§ What you need to do
Across the entries below, determine how many lines include the word "Linjetregatan". State only the resulting number.

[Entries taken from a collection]
▬▬▬▬▬▬▬▬▬▬

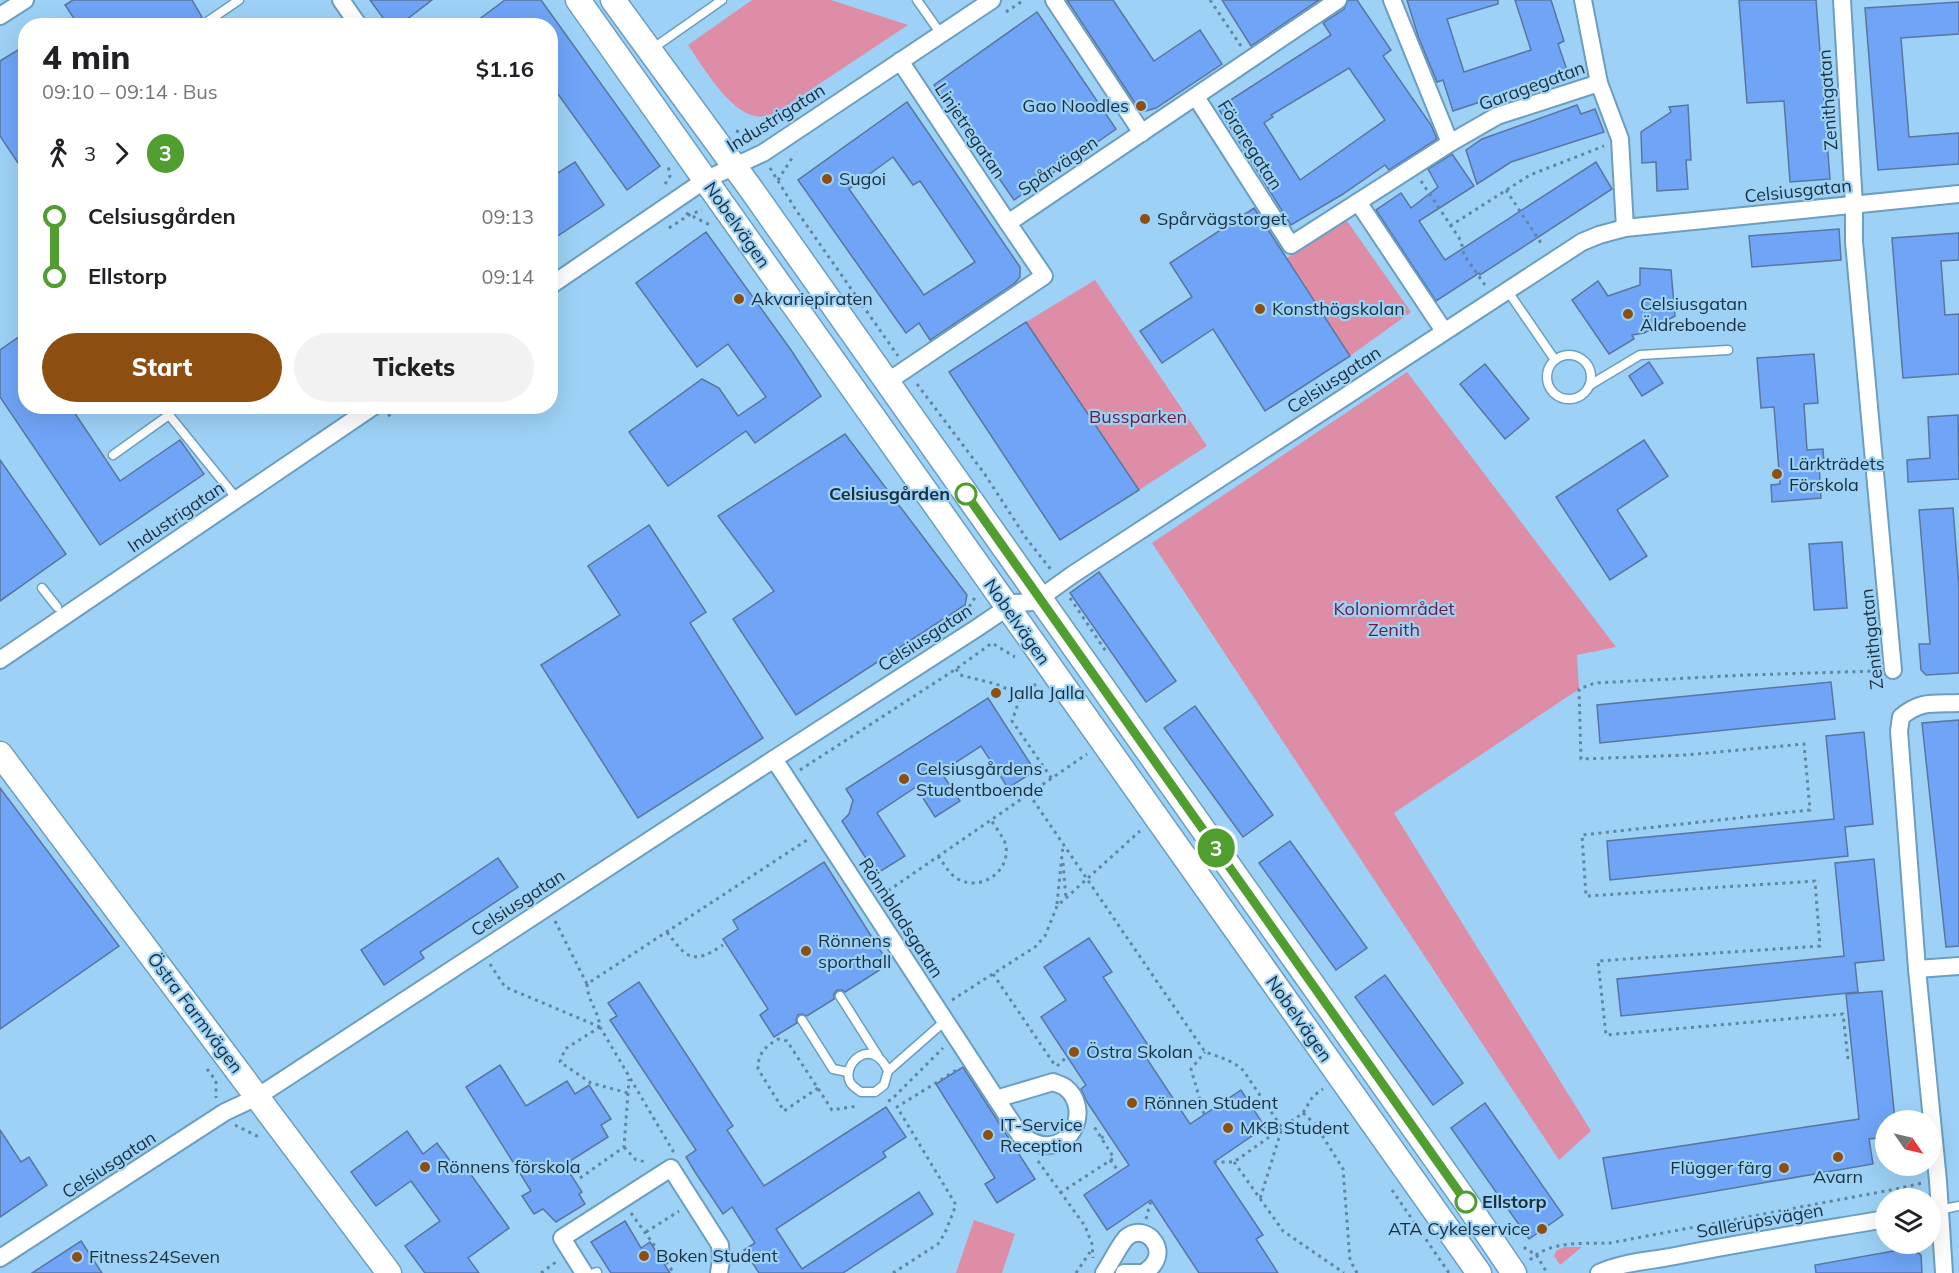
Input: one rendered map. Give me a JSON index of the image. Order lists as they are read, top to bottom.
{
  "streets": {
    "main road": ["Nobelvägen", "Östra Farmvägen"],
    "street": [
      "Garagegatan",
      "Zenithgatan",
      "Industrigatan",
      "Linjetregatan",
      "Föraregatan",
      "Spårvägen",
      "Celsiusgatan",
      "Rönnbladsgatan",
      "Sallerupsvägen"
    ]
  },
  "crossings": [
    ["Garagegatan", "Föraregatan"],
    ["Garagegatan", "Celsiusgatan"],
    ["Zenithgatan", "Celsiusgatan"],
    ["Industrigatan", "Linjetregatan"],
    ["Industrigatan", "Nobelvägen"],
    ["Linjetregatan", "Spårvägen"],
    ["Föraregatan", "Spårvägen"],
    ["Celsiusgatan", "Nobelvägen"],
    ["Celsiusgatan", "Rönnbladsgatan"],
    ["Celsiusgatan", "Östra Farmvägen"]
  ],
  "parks": ["Bussparken", "Koloniområdet Zenith"],
  "places": [
    "Gao Noodles",
    "Sugoi",
    "Spårvägstorget",
    "Akvariepiraten",
    "Konsthögskolan",
    "Celsiusgatan Äldreboende",
    "Lärkträdets Förskola",
    "Celsiusgården",
    "Jalla Jalla",
    "Celsiusgårdens Studentboende",
    "Rönnens sporthall",
    "Östra Skolan",
    "Rönnen Student",
    "MKB Student",
    "IT-Service Reception",
    "Avarn",
    "Rönnens förskola",
    "Flügger färg",
    "Ellstorp",
    "ATA Cykelservice",
    "Boken Student",
    "Fitness24Seven"
  ],
  "lines": ["bus line 3"],
  "north": "bottom right",
  "page": {
    "on_map": "3",
    "heading": ["4 min", "09:10 – 09:14 · Bus", "$1.16"],
    "legs": ["3", "3"],
    "list": [
      {
        "name": "Celsiusgården",
        "value": "09:13"
      },
      {
        "name": "Ellstorp",
        "value": "09:14"
      }
    ],
    "buttons": ["Start", "Tickets"]
  }
}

▬▬▬▬▬▬▬▬▬▬

§ Expected answer
3